• _Data records_
================================

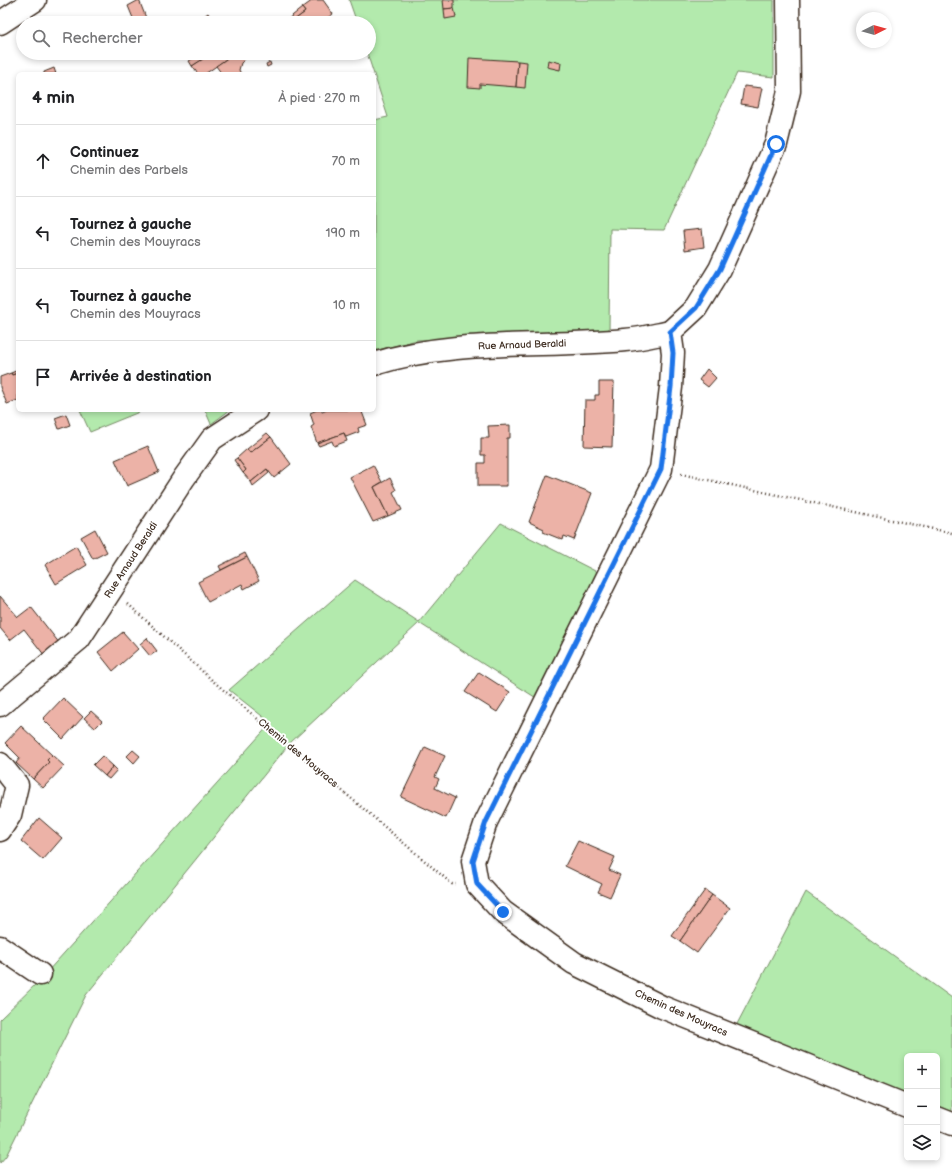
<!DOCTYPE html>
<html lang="fr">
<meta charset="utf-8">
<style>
body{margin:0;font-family:"Balsamiq Sans",sans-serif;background:#f2f2f2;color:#202124}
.controls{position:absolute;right:12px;bottom:12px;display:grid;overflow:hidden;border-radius:6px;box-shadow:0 2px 6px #0003}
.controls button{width:36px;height:36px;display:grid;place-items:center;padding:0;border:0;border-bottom:1px solid #e0e0e0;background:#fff;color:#202124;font:20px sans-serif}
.compass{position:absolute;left:856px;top:12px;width:36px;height:36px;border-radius:50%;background:#fff;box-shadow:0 2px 6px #0003;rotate:85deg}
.stop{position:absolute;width:12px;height:12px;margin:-9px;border:3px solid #1a73e8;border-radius:50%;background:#fff}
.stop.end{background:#1a73e8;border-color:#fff;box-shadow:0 1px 4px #0008}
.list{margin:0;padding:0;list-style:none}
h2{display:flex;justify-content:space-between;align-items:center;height:52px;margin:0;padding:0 16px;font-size:17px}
h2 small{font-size:13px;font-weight:400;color:#757577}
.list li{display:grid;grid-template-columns:26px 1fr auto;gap:12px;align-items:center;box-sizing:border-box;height:72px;padding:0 16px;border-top:1px solid #e0e0e0}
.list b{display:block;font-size:15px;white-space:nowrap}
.list p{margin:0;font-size:13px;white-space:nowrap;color:#757577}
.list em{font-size:13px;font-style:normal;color:#757577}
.icon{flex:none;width:22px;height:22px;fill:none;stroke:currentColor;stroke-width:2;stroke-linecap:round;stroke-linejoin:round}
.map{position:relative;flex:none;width:952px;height:1173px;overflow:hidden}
.search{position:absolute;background:#fff;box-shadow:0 2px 6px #0003;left:16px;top:16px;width:360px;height:44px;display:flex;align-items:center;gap:10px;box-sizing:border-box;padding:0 14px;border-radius:22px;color:#757577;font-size:15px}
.panel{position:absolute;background:#fff;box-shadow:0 2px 6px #0003;left:16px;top:72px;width:360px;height:340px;border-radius:6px}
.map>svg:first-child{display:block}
.green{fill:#b3eaad;stroke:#778a66}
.building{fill:#ecb2a7;stroke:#3b2a1e}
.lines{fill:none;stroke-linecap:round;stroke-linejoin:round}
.minor-casing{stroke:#3b2a1e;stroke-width:25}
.path{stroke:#3b2a1e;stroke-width:2.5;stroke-dasharray:1 3;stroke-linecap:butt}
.minor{stroke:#fff;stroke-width:22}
.route{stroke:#1a73e8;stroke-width:5}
.labels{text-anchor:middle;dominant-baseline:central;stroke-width:4;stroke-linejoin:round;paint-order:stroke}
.street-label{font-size:10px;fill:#3b2a1e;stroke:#fff}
</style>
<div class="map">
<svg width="952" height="1173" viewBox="0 0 952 1173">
<rect width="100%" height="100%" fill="#fff"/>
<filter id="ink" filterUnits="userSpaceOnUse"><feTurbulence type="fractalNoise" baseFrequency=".025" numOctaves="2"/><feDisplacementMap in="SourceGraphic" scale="8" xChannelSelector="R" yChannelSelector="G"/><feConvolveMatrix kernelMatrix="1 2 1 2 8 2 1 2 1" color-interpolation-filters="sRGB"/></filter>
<g filter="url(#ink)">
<g class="green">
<path d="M349 0H774V77L737 73 664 230 610 229 609 333 417 340 374 351V120L388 117 367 53H369V23H357Z"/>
<path d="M80 410H144L90 432Z"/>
<path d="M205 410H230L211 424Z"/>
<path d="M501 523 599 573 541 701 419 623 290 743 86 995 6 1156 0 1163V1019L38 982 271 723 229 690 355 580 419 622Z"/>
<path d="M806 892 952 998V1113L937 1107V1056H907V1096L736 1026Z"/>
</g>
<g class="building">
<path d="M139 0 148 23H135L128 6Z"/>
<path d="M313 0H323L333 14 323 21 324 23H290L305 12 302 8Z"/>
<path d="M443 0H454V8L444 9Z"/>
<path d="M302 8 305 12 290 23H283Z"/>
<path d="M454 8 456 17 445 19 444 9Z"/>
<path d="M208 13 214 23H195Z"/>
<path d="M206 53H235L205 74H198L192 66 208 55Z"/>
<path d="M235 53H242L245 59 241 63 239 70 241 74H222L216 66Z"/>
<path d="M200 54 203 59 192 66 189 61Z"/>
<path d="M469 58 518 61 516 87 480 84V88L468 87Z"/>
<path d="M548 60 561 63 560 70 547 67Z"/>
<path d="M518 61 527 62 525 88 516 87Z"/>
<path d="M270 62 271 65 267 67 266 64Z"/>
<path d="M54 68 56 74H44V72Z"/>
<path d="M744 86 762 88 758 107 741 104Z"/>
<path d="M702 229 704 247 685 250 683 231Z"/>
<path d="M707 369 716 378 708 387 699 380Z"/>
<path d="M18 370V373L12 375 11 373Z"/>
<path d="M11 373 12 375 18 373V400L7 404 0 387V377Z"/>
<path d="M599 382H614L612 447 584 446 585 400H595V395H599Z"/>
<path d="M317 410H321L322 412 327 410H365L362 412 367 425 358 428 359 432 346 437 344 433 317 443 311 427 314 425 310 413Z"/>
<path d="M66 414 70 425 59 429 55 418Z"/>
<path d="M510 425V438H507V486H478V463H485V455H481V438H489L488 426Z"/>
<path d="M267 433 271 437 250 453 247 449Z"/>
<path d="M344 433 347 441 334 446 332 441 319 446 317 443Z"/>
<path d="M271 437 291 464 274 478 267 469 251 482 243 473 246 470 237 458 247 449 250 453Z"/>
<path d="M148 446 159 472 127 486 115 460Z"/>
<path d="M237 458 246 470 243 473 234 460Z"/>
<path d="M373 465 382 482 374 487 388 516 373 522 350 477Z"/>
<path d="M267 469 269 473 253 486 251 482Z"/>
<path d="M547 475 592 493 574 540 564 536 563 540 543 532 544 529 529 522Z"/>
<path d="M390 478 396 490 393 492 402 510 388 516 374 487Z"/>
<path d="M95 529 107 552 93 559 81 537Z"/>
<path d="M76 546 87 565 56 584 45 565Z"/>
<path d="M245 553 247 557 221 570 219 566Z"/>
<path d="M247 557 259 581 244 589 242 584 208 602 198 582Z"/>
<path d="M0 596 18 617 31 607 60 644 45 656 24 629 10 640 0 628Z"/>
<path d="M123 632 138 649 113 671 98 652Z"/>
<path d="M147 638 157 651 150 656 140 644Z"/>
<path d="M479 672 510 692 497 712 465 692Z"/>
<path d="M63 698 83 717 63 739 43 719Z"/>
<path d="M91 711 102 721 95 728 84 718Z"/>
<path d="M21 726 52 755 47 760 49 762 33 779 16 763 20 758 5 743Z"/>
<path d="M425 747 445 756 435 777 439 779 435 788 455 798 446 818 401 797Z"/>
<path d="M133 750 140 756 134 763 127 756Z"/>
<path d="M52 755 64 766 43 788 33 779 49 762 47 760Z"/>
<path d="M102 756 113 766 105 776 93 765Z"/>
<path d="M113 766 117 770 109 779 105 776Z"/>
<path d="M39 818 62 838 43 860 21 841Z"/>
<path d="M578 841 615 857 609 870 620 875 610 897 598 892 602 884 565 866Z"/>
<path d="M705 890 712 895 680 941 672 936Z"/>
<path d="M712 895 730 908 697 953 680 941Z"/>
</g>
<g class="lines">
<defs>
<g id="minor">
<path d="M0 23 35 0"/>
<path d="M670 332 673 353 671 387 661 469 486 822 473 861 477 884 503 912 574 963 662 1007 907 1106"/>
<path d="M670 332 696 308 720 269 776 144 789 91 788 0"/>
<path d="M374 364C455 338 541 348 625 340 640 339 655 335 670 332"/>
<path d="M0 705 79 639 184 478 212 439 256 410"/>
<path d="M0 764 17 785 10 815 0 830"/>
<path d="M0 947 40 974"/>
<path d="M937 1118 952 1124"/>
</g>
</defs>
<use href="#minor" class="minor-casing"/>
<g class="path">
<path d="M681 474 952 533"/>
<path d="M128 604 213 681 452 884H456"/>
</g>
<use href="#minor" class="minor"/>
</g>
</g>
<g class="lines" filter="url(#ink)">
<path class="route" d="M503 912 477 884 473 861 486 822 661 469 671 387 673 353 670 332 696 308 720 269 776 144"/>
</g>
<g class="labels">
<g class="street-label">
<text transform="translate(522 345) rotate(-2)">Rue Arnaud Beraldi</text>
<text transform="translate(131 560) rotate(-57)">Rue Arnaud Beraldi</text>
<text transform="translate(298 753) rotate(40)">Chemin des Mouyracs</text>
<text transform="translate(681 1013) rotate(24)">Chemin des Mouyracs</text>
</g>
</g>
</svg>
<div class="controls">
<button>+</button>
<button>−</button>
<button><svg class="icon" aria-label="layers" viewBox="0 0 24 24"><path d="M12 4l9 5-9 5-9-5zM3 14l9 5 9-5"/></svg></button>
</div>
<svg class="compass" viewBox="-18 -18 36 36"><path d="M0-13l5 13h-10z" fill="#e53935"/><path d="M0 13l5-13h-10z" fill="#757577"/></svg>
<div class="stop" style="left:776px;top:144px"></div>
<div class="stop end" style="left:503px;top:912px"></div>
<div class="search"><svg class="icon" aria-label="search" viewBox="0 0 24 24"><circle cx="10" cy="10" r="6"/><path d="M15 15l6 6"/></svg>Rechercher</div>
<section class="panel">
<h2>4 min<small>À pied · 270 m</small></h2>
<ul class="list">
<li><svg class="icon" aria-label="ahead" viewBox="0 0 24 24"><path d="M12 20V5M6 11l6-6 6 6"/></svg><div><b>Continuez</b><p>Chemin des Parbels</p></div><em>70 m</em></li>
<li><svg class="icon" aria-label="left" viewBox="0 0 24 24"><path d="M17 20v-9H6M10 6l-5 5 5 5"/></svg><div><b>Tournez à gauche</b><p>Chemin des Mouyracs</p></div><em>190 m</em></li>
<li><svg class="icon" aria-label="left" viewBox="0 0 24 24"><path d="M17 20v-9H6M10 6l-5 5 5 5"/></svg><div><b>Tournez à gauche</b><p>Chemin des Mouyracs</p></div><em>10 m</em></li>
<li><svg class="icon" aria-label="arrive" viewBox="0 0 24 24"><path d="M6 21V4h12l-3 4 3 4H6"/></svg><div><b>Arrivée à destination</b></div></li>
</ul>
</section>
</div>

================================

• _Exercise objective_
Check each line of the listing for the word "bottom" and state how many lines contain it, with no other words.

• _Solution to this problem_
2